Goal of the exercise →
Could you find each line of the data below that contains the word "inset" and copy those lines?

Extracted data →

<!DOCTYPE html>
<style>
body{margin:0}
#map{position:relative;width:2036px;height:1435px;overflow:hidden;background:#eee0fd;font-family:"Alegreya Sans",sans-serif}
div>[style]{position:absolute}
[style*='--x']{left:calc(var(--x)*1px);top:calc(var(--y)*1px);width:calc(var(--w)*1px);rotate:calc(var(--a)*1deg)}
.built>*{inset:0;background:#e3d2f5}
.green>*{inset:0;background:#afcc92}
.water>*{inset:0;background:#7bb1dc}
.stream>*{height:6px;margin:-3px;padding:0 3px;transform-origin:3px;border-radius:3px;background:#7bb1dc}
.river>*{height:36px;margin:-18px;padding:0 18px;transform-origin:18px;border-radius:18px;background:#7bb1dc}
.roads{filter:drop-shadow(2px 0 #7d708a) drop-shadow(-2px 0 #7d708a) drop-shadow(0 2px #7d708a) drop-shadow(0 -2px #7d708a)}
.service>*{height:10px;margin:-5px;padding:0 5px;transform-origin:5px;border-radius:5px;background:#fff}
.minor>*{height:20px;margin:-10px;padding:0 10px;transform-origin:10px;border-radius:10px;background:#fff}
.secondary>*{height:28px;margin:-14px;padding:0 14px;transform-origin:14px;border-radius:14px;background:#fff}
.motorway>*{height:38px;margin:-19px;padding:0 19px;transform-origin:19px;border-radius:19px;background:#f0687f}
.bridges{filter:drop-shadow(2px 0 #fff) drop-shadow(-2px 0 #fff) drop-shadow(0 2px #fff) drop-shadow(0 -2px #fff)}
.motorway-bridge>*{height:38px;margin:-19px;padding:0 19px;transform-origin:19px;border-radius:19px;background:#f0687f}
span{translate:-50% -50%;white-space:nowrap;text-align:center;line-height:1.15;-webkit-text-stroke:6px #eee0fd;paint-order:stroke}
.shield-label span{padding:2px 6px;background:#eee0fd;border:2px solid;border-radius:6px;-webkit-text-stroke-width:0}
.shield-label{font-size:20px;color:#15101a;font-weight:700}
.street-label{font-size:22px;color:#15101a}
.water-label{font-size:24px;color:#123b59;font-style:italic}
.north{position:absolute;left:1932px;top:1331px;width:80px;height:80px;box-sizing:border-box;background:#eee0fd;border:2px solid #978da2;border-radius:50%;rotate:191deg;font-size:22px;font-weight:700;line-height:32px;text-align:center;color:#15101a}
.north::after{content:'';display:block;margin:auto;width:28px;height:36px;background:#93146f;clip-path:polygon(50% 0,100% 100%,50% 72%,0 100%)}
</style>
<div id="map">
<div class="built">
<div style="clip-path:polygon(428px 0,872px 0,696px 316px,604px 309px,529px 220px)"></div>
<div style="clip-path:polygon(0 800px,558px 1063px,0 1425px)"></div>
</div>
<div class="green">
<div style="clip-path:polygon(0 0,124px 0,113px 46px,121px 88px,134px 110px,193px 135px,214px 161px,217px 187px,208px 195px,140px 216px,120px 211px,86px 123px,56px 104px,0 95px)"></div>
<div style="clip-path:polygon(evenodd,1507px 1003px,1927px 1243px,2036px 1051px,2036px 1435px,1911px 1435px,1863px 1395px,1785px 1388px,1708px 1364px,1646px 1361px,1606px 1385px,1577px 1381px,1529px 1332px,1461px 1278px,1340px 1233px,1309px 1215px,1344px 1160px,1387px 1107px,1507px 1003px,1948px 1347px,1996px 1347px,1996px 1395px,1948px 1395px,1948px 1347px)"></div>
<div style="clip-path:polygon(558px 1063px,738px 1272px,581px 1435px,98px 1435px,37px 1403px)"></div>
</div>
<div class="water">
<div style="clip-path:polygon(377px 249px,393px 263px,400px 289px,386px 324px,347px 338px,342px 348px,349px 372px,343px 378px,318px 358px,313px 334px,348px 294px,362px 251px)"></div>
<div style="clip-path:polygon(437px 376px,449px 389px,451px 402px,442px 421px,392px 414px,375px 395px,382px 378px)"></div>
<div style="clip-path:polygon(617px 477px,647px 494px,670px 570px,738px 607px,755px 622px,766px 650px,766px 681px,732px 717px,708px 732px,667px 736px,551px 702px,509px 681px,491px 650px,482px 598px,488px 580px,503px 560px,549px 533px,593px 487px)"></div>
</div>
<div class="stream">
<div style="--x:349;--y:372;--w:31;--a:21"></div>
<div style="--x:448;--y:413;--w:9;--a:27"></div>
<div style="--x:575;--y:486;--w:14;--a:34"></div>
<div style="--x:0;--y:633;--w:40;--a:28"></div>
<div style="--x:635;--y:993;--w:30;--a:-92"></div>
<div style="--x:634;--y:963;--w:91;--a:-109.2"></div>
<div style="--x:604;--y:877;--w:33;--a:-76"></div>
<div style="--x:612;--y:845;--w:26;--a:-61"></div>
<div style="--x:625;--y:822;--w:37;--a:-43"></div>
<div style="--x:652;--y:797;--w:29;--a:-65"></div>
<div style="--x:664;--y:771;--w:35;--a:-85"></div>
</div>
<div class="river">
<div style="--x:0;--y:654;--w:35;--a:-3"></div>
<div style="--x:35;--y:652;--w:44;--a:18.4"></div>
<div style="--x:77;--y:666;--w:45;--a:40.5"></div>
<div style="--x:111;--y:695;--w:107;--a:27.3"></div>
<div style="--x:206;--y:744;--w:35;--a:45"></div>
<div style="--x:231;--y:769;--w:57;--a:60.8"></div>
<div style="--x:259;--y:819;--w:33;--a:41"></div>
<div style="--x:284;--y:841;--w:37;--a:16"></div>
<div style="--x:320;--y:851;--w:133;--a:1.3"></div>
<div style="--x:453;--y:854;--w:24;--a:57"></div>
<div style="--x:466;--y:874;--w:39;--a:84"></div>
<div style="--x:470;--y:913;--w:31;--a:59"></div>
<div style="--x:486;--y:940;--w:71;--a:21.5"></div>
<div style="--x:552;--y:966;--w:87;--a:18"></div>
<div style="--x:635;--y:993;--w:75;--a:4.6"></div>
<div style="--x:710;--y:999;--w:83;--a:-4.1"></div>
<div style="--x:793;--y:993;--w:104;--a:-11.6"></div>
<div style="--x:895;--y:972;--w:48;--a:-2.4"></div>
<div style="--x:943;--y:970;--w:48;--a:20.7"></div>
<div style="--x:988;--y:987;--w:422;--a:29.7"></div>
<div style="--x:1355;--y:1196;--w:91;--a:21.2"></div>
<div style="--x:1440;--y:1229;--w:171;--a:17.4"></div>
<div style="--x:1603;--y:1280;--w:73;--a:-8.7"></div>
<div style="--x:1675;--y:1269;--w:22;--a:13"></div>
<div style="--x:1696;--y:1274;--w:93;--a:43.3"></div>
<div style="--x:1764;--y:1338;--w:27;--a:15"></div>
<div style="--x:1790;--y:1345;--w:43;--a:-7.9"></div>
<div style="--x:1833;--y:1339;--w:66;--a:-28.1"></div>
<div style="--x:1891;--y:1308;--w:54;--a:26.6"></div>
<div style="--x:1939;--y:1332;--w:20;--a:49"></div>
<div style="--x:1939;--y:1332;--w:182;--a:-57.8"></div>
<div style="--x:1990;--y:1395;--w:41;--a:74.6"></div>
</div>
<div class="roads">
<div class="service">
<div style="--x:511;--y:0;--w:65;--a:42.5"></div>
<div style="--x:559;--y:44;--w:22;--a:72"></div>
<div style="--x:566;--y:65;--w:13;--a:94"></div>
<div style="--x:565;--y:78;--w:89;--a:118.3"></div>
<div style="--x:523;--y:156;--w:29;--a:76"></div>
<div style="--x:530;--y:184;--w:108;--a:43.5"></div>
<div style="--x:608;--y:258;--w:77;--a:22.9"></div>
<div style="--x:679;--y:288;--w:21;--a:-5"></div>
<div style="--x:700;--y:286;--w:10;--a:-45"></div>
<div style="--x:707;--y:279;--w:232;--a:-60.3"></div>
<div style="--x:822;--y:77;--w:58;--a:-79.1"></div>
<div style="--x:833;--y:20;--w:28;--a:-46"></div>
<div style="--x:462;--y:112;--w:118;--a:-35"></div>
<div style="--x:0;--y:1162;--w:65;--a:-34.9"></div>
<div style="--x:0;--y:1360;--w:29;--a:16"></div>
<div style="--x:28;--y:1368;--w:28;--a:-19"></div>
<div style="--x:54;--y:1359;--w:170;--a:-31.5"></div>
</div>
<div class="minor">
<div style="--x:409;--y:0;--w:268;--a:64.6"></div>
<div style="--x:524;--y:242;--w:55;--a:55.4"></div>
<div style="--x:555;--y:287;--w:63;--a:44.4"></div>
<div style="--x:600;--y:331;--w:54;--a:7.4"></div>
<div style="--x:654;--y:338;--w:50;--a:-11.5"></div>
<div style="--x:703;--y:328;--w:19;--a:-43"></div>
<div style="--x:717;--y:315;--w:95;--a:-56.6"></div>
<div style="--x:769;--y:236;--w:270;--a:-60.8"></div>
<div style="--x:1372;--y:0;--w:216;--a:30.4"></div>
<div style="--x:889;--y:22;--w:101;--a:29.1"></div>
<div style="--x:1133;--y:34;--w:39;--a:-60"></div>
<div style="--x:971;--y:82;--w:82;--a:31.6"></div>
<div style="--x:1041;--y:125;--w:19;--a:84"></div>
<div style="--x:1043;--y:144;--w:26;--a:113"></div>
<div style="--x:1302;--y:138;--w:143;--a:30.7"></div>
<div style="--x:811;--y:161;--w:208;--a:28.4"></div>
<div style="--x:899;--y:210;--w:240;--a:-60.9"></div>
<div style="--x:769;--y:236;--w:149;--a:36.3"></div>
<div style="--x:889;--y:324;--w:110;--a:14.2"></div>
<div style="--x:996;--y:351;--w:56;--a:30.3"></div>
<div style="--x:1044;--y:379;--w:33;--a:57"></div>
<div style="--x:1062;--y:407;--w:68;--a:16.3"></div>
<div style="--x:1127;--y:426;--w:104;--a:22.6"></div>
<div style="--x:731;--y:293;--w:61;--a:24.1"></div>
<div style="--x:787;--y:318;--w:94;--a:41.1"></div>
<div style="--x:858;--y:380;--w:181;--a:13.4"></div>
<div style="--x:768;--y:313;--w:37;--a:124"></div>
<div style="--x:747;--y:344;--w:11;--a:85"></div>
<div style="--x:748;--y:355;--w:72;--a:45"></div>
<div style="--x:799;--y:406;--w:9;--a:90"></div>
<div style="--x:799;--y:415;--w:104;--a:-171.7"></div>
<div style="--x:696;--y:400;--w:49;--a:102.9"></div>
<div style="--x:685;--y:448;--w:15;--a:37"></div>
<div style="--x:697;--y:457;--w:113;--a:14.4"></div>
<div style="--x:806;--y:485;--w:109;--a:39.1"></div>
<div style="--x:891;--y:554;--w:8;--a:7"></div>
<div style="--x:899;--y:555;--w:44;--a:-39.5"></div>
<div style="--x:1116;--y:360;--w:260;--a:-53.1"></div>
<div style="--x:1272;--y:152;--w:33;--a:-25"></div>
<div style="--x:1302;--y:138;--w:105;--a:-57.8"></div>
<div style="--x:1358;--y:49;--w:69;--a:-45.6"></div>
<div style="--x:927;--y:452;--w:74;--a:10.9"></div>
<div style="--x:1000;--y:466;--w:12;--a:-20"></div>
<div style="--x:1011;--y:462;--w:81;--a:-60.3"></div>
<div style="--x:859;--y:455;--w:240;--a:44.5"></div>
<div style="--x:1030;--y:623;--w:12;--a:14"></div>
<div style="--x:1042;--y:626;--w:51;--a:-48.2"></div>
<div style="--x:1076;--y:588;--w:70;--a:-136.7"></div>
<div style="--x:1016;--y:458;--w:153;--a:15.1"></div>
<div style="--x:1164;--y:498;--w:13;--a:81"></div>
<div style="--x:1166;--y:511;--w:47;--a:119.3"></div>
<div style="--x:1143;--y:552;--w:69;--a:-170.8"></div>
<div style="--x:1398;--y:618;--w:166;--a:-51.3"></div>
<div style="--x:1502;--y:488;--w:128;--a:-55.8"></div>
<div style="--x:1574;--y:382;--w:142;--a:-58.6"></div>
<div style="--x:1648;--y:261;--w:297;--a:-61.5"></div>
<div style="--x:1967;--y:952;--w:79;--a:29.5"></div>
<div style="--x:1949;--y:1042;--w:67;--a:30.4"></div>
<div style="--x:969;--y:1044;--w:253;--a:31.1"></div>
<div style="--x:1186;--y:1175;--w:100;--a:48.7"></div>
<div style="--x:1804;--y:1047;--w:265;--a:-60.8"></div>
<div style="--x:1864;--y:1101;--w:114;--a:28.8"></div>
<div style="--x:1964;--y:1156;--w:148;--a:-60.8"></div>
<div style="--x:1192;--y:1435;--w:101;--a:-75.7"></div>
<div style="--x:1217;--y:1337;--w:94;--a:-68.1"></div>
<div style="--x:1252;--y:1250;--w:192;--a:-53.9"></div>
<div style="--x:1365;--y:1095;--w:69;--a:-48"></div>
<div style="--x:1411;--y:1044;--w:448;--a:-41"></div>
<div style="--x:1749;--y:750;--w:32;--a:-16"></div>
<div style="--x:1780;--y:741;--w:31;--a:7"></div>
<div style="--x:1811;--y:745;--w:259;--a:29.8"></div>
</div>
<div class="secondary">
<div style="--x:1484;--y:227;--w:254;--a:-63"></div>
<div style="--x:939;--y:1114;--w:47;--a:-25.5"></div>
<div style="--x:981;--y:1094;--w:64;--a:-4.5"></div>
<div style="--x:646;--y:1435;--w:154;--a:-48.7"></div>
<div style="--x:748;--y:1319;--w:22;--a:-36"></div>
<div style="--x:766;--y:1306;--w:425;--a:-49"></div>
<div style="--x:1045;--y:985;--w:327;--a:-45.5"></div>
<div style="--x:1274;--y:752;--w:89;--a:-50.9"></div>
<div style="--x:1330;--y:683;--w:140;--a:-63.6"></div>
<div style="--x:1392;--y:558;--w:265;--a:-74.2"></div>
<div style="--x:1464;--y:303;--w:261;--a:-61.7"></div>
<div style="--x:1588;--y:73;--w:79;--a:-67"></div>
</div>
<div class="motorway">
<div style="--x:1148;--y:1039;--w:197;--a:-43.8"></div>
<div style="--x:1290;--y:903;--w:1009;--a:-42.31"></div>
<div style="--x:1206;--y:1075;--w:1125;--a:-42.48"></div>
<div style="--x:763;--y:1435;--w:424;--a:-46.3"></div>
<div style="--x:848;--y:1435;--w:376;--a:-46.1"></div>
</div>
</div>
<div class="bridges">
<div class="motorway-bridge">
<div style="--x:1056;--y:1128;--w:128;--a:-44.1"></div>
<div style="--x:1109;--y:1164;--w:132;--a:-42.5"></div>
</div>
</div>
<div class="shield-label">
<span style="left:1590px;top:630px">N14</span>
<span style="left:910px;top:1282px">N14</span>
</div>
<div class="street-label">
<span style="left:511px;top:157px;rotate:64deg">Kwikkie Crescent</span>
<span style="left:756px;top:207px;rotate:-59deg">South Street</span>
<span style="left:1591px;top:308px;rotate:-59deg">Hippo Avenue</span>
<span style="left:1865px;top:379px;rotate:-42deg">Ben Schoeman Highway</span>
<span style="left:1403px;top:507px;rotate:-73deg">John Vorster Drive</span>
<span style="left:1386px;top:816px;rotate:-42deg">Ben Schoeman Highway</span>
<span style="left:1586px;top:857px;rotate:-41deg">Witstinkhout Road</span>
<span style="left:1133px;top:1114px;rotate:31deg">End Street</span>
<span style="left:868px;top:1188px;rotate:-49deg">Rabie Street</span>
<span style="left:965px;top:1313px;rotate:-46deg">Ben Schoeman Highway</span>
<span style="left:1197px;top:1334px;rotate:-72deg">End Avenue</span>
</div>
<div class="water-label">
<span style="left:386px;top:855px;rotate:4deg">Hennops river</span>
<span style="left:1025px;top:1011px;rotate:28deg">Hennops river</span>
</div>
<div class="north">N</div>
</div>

Answer space →
.built>*{inset:0;background:#e3d2f5}
.green>*{inset:0;background:#afcc92}
.water>*{inset:0;background:#7bb1dc}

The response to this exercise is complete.